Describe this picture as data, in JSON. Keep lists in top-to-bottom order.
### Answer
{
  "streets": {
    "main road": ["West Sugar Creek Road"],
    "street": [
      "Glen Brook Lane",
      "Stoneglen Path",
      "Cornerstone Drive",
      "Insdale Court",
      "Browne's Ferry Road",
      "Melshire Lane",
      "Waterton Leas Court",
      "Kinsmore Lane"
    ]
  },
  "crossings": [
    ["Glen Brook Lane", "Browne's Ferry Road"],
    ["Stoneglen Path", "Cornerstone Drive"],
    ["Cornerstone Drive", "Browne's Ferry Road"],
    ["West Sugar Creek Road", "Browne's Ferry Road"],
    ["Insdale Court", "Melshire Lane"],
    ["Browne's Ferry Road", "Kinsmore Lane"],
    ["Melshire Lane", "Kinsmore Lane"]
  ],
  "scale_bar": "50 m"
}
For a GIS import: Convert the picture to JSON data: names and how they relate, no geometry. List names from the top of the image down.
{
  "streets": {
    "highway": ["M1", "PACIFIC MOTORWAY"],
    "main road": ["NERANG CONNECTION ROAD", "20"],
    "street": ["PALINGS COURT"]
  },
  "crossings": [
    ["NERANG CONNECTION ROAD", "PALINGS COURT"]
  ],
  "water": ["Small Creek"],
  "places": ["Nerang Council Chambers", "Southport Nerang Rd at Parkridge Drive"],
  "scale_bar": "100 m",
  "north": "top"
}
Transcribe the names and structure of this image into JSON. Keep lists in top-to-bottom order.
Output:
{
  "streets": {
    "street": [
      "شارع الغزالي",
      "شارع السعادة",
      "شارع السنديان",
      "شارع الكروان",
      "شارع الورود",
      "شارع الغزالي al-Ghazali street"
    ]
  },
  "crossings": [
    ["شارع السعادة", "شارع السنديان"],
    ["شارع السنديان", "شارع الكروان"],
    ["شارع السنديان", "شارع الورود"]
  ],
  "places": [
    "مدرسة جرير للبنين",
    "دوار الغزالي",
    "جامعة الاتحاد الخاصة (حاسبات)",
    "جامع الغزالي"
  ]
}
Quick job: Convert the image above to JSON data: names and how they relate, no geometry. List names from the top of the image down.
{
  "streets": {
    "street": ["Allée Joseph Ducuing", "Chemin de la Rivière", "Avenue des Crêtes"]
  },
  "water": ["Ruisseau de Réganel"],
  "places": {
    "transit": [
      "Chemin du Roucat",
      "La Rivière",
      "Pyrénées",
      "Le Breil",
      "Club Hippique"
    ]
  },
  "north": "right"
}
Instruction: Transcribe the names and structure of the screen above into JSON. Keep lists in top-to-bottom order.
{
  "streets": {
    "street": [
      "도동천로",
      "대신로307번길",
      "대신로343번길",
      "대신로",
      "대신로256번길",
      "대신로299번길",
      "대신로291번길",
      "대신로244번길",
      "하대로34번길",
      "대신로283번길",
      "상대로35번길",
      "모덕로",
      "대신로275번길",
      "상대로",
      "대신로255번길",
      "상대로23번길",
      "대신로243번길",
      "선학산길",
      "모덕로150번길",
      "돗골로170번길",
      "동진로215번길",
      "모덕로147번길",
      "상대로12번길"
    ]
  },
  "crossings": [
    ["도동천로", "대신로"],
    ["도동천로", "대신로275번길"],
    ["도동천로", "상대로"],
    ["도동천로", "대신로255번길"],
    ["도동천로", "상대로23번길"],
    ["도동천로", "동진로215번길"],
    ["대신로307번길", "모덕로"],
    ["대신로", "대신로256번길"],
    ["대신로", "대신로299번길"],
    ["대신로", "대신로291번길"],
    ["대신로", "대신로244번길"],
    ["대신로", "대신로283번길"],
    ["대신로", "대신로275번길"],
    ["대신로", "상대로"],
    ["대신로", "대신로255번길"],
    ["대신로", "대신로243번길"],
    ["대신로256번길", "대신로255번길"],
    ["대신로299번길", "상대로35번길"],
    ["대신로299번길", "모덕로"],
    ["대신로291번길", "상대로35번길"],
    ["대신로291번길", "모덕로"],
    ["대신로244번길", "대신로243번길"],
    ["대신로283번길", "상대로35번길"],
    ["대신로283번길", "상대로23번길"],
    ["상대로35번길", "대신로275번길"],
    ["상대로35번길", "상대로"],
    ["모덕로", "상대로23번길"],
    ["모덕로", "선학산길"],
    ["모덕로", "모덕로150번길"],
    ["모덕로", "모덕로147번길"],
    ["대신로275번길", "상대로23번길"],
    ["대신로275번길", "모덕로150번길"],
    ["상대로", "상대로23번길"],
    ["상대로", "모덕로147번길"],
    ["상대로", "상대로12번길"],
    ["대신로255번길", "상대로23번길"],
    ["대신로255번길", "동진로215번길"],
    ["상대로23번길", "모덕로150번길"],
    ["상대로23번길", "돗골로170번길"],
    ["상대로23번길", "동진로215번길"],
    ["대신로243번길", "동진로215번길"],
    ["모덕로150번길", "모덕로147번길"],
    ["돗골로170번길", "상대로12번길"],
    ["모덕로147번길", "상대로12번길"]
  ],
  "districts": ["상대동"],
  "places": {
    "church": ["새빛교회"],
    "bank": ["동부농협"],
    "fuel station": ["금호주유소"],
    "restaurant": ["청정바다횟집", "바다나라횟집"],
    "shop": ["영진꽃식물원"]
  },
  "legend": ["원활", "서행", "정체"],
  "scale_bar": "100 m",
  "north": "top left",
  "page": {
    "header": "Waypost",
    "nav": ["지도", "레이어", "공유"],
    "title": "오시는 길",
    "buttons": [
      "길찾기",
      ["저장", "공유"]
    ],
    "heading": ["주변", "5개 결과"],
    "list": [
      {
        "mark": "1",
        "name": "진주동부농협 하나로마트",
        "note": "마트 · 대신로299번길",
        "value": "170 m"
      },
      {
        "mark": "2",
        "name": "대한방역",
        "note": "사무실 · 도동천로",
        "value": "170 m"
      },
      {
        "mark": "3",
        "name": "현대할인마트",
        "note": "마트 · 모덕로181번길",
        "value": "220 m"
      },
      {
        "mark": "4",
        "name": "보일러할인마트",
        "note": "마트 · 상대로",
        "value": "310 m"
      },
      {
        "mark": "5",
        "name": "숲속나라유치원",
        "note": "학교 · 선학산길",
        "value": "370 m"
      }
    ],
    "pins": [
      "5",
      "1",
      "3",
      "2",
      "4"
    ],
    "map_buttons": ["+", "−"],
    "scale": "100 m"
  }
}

★ ★ ★

TASK
Looking at the entries, count the lines where the word "data" appears, and state the count by itself.

EXPECTED OUTPUT
3